▸ Exercise
In the copy you make of the entries, no picture should appear, and every word must match.

(Source data)
•••••

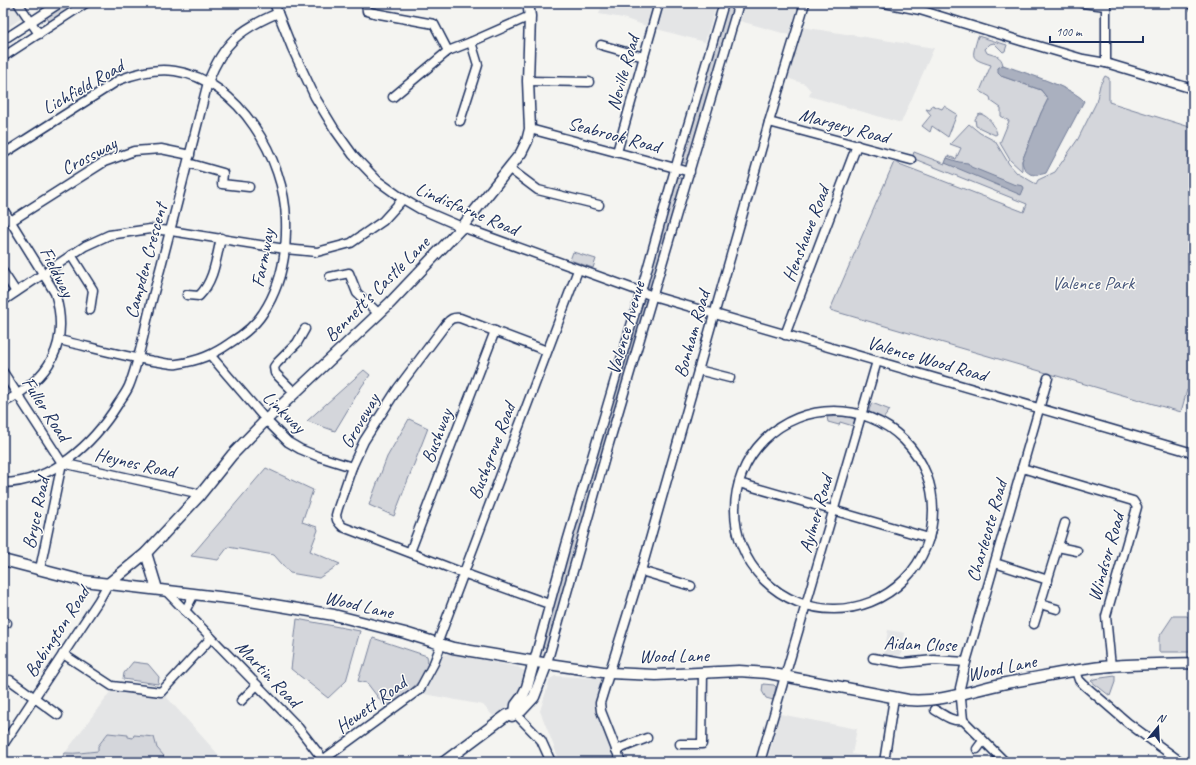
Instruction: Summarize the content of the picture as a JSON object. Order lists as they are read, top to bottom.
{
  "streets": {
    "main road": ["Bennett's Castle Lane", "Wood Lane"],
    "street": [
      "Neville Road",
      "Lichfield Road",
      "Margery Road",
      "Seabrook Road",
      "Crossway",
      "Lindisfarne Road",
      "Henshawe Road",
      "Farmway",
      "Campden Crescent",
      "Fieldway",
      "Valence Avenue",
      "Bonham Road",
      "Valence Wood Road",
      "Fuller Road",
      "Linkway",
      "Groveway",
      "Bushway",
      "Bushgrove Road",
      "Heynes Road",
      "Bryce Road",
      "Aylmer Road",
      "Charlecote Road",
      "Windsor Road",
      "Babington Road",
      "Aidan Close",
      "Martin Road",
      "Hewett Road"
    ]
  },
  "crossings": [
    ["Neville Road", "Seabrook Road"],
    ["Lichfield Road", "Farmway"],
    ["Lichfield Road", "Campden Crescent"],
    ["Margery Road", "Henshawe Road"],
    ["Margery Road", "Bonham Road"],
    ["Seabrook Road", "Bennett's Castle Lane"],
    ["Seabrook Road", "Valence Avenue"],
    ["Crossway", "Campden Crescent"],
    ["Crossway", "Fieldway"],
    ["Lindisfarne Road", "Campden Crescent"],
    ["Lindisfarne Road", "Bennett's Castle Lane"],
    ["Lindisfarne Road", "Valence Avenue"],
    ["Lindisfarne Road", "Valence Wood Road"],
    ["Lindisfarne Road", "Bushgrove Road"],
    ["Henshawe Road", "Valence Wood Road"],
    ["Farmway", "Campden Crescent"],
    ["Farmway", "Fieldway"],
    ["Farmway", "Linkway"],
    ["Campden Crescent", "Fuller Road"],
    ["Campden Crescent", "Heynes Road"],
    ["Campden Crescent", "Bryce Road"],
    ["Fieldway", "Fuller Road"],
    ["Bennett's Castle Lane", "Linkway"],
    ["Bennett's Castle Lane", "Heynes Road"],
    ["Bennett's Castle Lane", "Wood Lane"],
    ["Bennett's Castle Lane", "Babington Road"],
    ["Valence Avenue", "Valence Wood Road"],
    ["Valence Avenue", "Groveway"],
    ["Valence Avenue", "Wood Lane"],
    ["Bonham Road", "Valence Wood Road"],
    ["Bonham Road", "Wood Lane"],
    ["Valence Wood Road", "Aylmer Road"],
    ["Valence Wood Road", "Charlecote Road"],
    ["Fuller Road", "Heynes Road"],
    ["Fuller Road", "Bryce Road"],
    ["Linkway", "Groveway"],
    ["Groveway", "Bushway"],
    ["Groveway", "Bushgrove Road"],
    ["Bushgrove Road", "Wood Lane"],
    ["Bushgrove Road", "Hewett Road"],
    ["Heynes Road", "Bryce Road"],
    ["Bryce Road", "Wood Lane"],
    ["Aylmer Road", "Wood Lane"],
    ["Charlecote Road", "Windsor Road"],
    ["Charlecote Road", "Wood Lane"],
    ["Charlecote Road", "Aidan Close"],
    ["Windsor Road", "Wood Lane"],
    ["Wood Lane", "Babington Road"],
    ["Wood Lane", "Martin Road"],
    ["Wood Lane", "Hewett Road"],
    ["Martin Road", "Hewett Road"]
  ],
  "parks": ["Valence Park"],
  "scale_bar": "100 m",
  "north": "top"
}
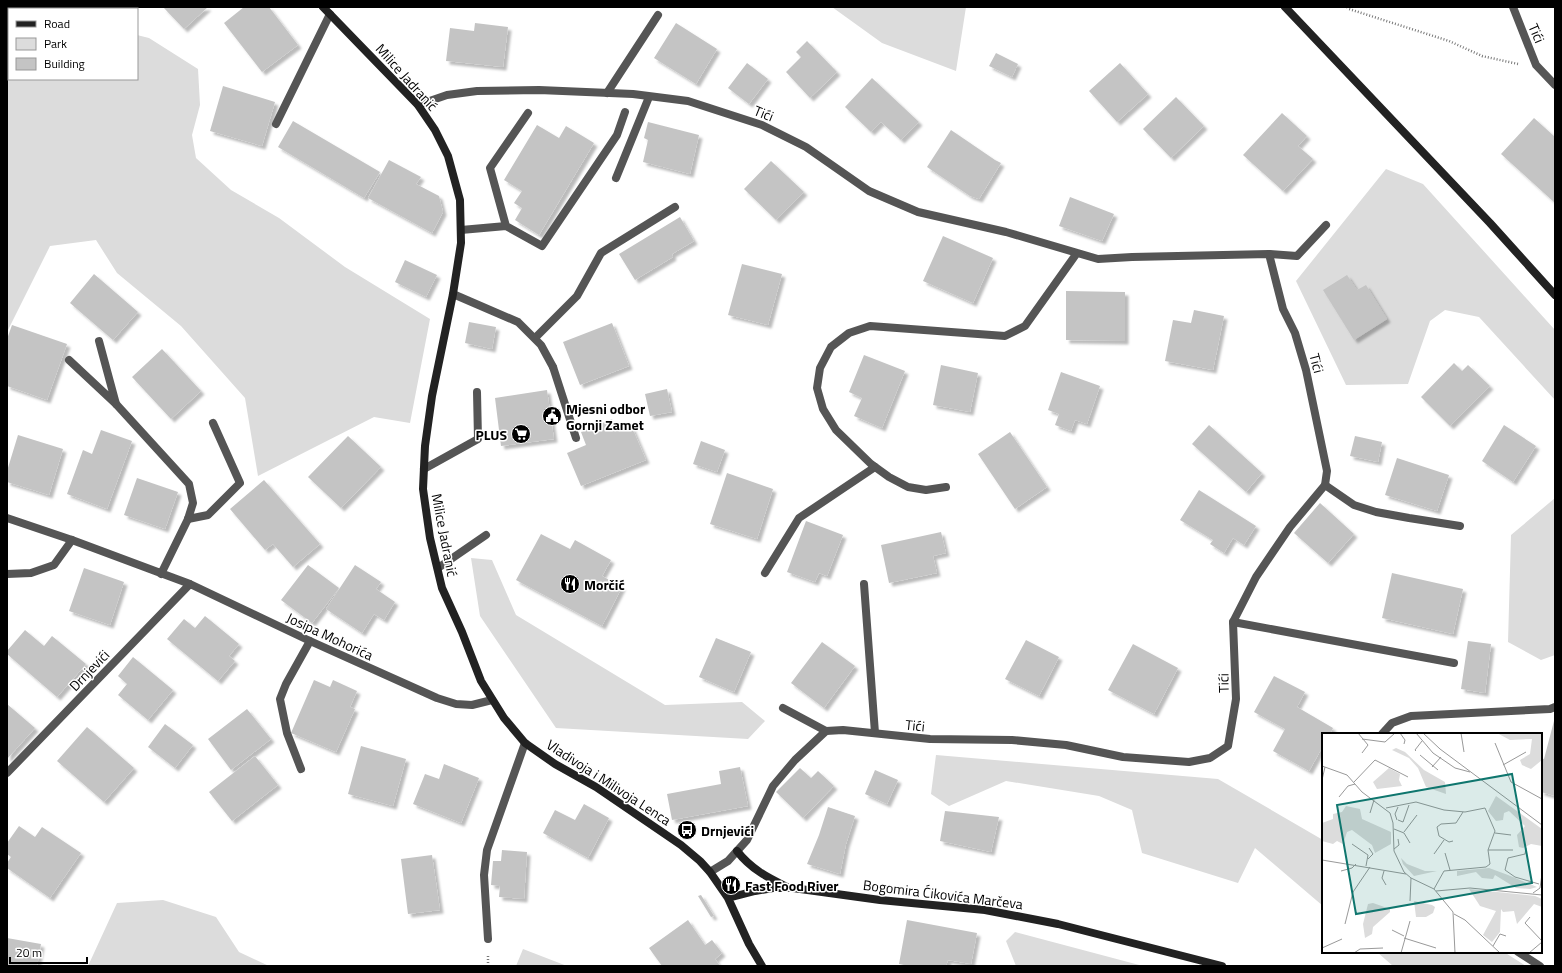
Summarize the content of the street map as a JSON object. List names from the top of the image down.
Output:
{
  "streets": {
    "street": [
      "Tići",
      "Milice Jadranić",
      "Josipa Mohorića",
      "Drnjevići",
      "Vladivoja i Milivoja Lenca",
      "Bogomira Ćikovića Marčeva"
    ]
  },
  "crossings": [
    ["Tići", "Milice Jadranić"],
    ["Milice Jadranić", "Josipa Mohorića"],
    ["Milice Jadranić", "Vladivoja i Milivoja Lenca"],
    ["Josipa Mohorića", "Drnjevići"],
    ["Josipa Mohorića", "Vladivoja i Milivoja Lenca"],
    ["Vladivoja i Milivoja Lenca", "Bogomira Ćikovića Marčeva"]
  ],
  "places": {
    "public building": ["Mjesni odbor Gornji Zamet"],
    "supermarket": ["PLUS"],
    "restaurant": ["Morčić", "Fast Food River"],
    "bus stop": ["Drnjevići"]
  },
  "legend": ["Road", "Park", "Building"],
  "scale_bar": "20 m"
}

•••••

▸ Response
Instruction: Summarize the content of the picture as a JSON object. Order lists as they are read, top to bottom.
{
  "streets": {
    "main road": ["Bennett's Castle Lane", "Wood Lane"],
    "street": [
      "Neville Road",
      "Lichfield Road",
      "Margery Road",
      "Seabrook Road",
      "Crossway",
      "Lindisfarne Road",
      "Henshawe Road",
      "Farmway",
      "Campden Crescent",
      "Fieldway",
      "Valence Avenue",
      "Bonham Road",
      "Valence Wood Road",
      "Fuller Road",
      "Linkway",
      "Groveway",
      "Bushway",
      "Bushgrove Road",
      "Heynes Road",
      "Bryce Road",
      "Aylmer Road",
      "Charlecote Road",
      "Windsor Road",
      "Babington Road",
      "Aidan Close",
      "Martin Road",
      "Hewett Road"
    ]
  },
  "crossings": [
    ["Neville Road", "Seabrook Road"],
    ["Lichfield Road", "Farmway"],
    ["Lichfield Road", "Campden Crescent"],
    ["Margery Road", "Henshawe Road"],
    ["Margery Road", "Bonham Road"],
    ["Seabrook Road", "Bennett's Castle Lane"],
    ["Seabrook Road", "Valence Avenue"],
    ["Crossway", "Campden Crescent"],
    ["Crossway", "Fieldway"],
    ["Lindisfarne Road", "Campden Crescent"],
    ["Lindisfarne Road", "Bennett's Castle Lane"],
    ["Lindisfarne Road", "Valence Avenue"],
    ["Lindisfarne Road", "Valence Wood Road"],
    ["Lindisfarne Road", "Bushgrove Road"],
    ["Henshawe Road", "Valence Wood Road"],
    ["Farmway", "Campden Crescent"],
    ["Farmway", "Fieldway"],
    ["Farmway", "Linkway"],
    ["Campden Crescent", "Fuller Road"],
    ["Campden Crescent", "Heynes Road"],
    ["Campden Crescent", "Bryce Road"],
    ["Fieldway", "Fuller Road"],
    ["Bennett's Castle Lane", "Linkway"],
    ["Bennett's Castle Lane", "Heynes Road"],
    ["Bennett's Castle Lane", "Wood Lane"],
    ["Bennett's Castle Lane", "Babington Road"],
    ["Valence Avenue", "Valence Wood Road"],
    ["Valence Avenue", "Groveway"],
    ["Valence Avenue", "Wood Lane"],
    ["Bonham Road", "Valence Wood Road"],
    ["Bonham Road", "Wood Lane"],
    ["Valence Wood Road", "Aylmer Road"],
    ["Valence Wood Road", "Charlecote Road"],
    ["Fuller Road", "Heynes Road"],
    ["Fuller Road", "Bryce Road"],
    ["Linkway", "Groveway"],
    ["Groveway", "Bushway"],
    ["Groveway", "Bushgrove Road"],
    ["Bushgrove Road", "Wood Lane"],
    ["Bushgrove Road", "Hewett Road"],
    ["Heynes Road", "Bryce Road"],
    ["Bryce Road", "Wood Lane"],
    ["Aylmer Road", "Wood Lane"],
    ["Charlecote Road", "Windsor Road"],
    ["Charlecote Road", "Wood Lane"],
    ["Charlecote Road", "Aidan Close"],
    ["Windsor Road", "Wood Lane"],
    ["Wood Lane", "Babington Road"],
    ["Wood Lane", "Martin Road"],
    ["Wood Lane", "Hewett Road"],
    ["Martin Road", "Hewett Road"]
  ],
  "parks": ["Valence Park"],
  "scale_bar": "100 m",
  "north": "top"
}
Summarize the content of the street map as a JSON object. List names from the top of the image down.
Output:
{
  "streets": {
    "street": [
      "Tići",
      "Milice Jadranić",
      "Josipa Mohorića",
      "Drnjevići",
      "Vladivoja i Milivoja Lenca",
      "Bogomira Ćikovića Marčeva"
    ]
  },
  "crossings": [
    ["Tići", "Milice Jadranić"],
    ["Milice Jadranić", "Josipa Mohorića"],
    ["Milice Jadranić", "Vladivoja i Milivoja Lenca"],
    ["Josipa Mohorića", "Drnjevići"],
    ["Josipa Mohorića", "Vladivoja i Milivoja Lenca"],
    ["Vladivoja i Milivoja Lenca", "Bogomira Ćikovića Marčeva"]
  ],
  "places": {
    "public building": ["Mjesni odbor Gornji Zamet"],
    "supermarket": ["PLUS"],
    "restaurant": ["Morčić", "Fast Food River"],
    "bus stop": ["Drnjevići"]
  },
  "legend": ["Road", "Park", "Building"],
  "scale_bar": "20 m"
}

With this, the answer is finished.